(WORK INSTRUCTION): With the line that contains "0 #cebfb1) drop-shadow(-2px" as the final line, return every line from the start of the data below exactly.

(GIVEN INFORMATION):
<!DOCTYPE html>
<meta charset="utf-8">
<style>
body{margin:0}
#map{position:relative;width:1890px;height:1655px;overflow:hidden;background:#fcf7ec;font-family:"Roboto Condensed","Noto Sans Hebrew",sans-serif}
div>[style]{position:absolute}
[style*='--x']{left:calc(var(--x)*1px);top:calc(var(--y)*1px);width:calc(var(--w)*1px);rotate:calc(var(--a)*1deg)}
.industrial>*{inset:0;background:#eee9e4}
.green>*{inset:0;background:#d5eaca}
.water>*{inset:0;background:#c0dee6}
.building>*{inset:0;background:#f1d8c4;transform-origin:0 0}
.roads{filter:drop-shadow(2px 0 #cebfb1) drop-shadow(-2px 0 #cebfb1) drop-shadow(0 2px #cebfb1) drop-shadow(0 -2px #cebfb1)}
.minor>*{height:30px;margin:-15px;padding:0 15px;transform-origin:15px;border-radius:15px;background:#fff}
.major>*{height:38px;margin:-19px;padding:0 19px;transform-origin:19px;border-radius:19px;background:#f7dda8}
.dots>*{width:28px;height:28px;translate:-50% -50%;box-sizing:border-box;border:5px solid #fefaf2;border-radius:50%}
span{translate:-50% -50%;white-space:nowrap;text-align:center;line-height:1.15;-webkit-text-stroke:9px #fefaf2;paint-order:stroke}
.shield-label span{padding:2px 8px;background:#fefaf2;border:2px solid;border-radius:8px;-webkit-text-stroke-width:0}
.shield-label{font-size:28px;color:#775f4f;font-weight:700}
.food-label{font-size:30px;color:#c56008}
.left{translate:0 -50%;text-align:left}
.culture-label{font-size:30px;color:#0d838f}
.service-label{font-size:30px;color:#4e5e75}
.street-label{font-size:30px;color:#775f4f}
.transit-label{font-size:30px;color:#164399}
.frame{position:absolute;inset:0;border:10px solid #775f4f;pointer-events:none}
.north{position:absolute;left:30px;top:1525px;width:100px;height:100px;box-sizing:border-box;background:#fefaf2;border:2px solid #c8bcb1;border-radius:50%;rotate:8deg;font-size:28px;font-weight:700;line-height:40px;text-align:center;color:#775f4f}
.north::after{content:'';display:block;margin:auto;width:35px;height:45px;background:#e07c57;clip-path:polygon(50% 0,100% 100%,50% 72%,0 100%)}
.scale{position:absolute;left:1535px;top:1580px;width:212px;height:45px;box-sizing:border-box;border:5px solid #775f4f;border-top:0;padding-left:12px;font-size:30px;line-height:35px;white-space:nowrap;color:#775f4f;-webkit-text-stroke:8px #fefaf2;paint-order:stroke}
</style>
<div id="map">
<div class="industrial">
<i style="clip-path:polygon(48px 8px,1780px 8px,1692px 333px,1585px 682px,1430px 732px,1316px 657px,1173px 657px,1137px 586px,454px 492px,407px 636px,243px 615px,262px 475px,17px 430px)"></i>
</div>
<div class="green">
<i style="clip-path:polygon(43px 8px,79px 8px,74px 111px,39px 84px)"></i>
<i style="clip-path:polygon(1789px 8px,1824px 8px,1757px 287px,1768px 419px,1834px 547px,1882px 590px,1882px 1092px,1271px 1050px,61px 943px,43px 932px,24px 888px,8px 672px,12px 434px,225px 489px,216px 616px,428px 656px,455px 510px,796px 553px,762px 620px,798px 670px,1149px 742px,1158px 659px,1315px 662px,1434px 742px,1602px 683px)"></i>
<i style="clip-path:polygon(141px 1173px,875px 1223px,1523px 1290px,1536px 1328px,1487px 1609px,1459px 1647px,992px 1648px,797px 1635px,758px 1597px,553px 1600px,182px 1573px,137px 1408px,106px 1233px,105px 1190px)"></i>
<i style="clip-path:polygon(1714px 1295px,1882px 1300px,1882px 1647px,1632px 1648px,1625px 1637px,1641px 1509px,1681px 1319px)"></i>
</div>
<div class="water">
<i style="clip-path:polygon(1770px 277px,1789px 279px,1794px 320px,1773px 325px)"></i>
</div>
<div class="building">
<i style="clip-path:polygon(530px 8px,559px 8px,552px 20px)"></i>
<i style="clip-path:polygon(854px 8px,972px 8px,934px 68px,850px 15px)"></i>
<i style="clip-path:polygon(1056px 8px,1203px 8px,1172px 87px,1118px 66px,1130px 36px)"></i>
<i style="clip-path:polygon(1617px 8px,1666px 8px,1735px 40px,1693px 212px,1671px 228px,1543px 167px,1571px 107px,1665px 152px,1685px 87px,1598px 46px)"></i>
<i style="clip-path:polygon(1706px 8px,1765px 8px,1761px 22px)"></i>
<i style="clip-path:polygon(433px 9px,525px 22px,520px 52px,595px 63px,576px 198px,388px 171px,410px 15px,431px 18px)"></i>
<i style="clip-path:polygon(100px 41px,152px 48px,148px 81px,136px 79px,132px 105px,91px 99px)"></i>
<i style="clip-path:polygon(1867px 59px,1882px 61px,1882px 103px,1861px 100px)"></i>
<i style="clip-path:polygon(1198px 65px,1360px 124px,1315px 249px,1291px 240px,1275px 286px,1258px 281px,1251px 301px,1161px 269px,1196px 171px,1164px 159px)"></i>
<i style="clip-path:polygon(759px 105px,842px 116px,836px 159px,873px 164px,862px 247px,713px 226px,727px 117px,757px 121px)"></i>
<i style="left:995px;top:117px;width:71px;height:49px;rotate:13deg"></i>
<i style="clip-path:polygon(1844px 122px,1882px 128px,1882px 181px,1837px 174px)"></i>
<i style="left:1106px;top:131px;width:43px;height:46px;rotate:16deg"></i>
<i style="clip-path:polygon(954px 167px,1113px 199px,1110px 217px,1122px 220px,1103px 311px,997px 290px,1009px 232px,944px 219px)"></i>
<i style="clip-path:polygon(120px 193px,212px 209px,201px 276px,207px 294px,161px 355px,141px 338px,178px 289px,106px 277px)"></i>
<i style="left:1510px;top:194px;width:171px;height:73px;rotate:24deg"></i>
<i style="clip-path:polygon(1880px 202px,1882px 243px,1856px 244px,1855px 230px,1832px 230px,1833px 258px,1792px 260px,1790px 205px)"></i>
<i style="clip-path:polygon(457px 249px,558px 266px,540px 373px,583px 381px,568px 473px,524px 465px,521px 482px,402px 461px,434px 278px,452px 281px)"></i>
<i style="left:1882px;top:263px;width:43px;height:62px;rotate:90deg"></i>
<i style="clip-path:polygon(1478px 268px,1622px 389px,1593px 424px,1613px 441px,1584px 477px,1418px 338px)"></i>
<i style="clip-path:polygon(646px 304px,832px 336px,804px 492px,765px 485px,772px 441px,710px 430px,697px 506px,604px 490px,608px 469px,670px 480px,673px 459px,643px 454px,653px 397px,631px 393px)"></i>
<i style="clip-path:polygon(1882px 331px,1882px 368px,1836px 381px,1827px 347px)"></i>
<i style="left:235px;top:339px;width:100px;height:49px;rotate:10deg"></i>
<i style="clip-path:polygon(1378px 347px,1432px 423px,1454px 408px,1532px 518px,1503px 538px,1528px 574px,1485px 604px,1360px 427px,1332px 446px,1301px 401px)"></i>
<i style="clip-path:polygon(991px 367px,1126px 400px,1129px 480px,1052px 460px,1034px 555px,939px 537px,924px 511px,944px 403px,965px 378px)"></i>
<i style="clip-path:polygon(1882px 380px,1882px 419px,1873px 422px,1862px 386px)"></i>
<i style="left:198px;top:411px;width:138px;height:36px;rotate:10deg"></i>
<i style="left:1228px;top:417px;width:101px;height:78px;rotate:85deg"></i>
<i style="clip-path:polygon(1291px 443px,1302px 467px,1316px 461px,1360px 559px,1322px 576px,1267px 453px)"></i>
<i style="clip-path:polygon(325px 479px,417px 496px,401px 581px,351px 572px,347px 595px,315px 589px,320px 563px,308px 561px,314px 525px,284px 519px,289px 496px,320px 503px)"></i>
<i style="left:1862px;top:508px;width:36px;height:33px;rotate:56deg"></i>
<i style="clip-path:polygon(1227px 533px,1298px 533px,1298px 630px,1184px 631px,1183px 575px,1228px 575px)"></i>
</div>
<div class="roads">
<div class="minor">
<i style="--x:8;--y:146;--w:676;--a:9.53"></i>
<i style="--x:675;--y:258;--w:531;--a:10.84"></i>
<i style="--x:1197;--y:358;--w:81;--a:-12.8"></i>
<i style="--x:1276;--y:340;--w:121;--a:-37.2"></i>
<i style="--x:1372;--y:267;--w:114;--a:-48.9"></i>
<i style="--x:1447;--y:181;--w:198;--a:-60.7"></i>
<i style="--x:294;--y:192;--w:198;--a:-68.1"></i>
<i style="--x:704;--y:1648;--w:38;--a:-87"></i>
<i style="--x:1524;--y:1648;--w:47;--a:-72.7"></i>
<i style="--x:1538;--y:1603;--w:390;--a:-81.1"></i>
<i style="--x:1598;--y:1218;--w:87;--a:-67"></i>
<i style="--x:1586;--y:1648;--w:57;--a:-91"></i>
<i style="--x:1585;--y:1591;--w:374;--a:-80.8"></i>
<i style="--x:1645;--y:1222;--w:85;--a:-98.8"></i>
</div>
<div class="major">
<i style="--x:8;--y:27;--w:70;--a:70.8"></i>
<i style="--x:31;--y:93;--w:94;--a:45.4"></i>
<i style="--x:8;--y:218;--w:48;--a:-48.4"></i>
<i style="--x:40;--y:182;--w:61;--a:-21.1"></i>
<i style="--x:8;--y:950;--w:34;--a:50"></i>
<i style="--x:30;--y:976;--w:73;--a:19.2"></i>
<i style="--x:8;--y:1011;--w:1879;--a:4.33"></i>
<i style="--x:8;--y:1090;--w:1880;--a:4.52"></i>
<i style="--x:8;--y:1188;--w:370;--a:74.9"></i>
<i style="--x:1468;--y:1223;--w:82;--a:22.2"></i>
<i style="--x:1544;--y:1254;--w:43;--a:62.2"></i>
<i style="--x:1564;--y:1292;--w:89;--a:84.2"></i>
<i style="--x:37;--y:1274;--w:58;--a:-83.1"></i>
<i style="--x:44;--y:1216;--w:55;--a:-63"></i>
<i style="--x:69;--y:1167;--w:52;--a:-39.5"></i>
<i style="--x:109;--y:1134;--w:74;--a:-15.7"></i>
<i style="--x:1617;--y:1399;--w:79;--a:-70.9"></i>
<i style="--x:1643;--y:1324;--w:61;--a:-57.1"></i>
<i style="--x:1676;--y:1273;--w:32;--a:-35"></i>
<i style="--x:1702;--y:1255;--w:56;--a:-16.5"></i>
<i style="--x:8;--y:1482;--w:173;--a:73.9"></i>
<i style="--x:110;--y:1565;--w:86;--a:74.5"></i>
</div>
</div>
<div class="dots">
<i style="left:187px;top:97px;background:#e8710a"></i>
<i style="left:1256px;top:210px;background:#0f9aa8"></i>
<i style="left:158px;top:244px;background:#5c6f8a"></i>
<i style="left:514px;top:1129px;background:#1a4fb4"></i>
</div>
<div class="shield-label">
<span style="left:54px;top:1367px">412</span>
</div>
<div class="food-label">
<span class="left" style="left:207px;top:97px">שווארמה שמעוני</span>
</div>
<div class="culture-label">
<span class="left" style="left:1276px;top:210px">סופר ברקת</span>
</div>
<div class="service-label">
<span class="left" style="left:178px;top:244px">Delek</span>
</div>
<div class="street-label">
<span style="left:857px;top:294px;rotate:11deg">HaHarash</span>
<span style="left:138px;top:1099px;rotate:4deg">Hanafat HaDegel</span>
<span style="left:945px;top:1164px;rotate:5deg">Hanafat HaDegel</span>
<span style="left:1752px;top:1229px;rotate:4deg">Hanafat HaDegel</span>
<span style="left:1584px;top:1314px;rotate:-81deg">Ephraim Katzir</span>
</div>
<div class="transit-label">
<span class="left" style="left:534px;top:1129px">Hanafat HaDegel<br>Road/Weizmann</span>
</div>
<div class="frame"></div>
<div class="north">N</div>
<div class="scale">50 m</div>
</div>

(EXERCISE ANSWER):
<!DOCTYPE html>
<meta charset="utf-8">
<style>
body{margin:0}
#map{position:relative;width:1890px;height:1655px;overflow:hidden;background:#fcf7ec;font-family:"Roboto Condensed","Noto Sans Hebrew",sans-serif}
div>[style]{position:absolute}
[style*='--x']{left:calc(var(--x)*1px);top:calc(var(--y)*1px);width:calc(var(--w)*1px);rotate:calc(var(--a)*1deg)}
.industrial>*{inset:0;background:#eee9e4}
.green>*{inset:0;background:#d5eaca}
.water>*{inset:0;background:#c0dee6}
.building>*{inset:0;background:#f1d8c4;transform-origin:0 0}
.roads{filter:drop-shadow(2px 0 #cebfb1) drop-shadow(-2px 0 #cebfb1) drop-shadow(0 2px #cebfb1) drop-shadow(0 -2px #cebfb1)}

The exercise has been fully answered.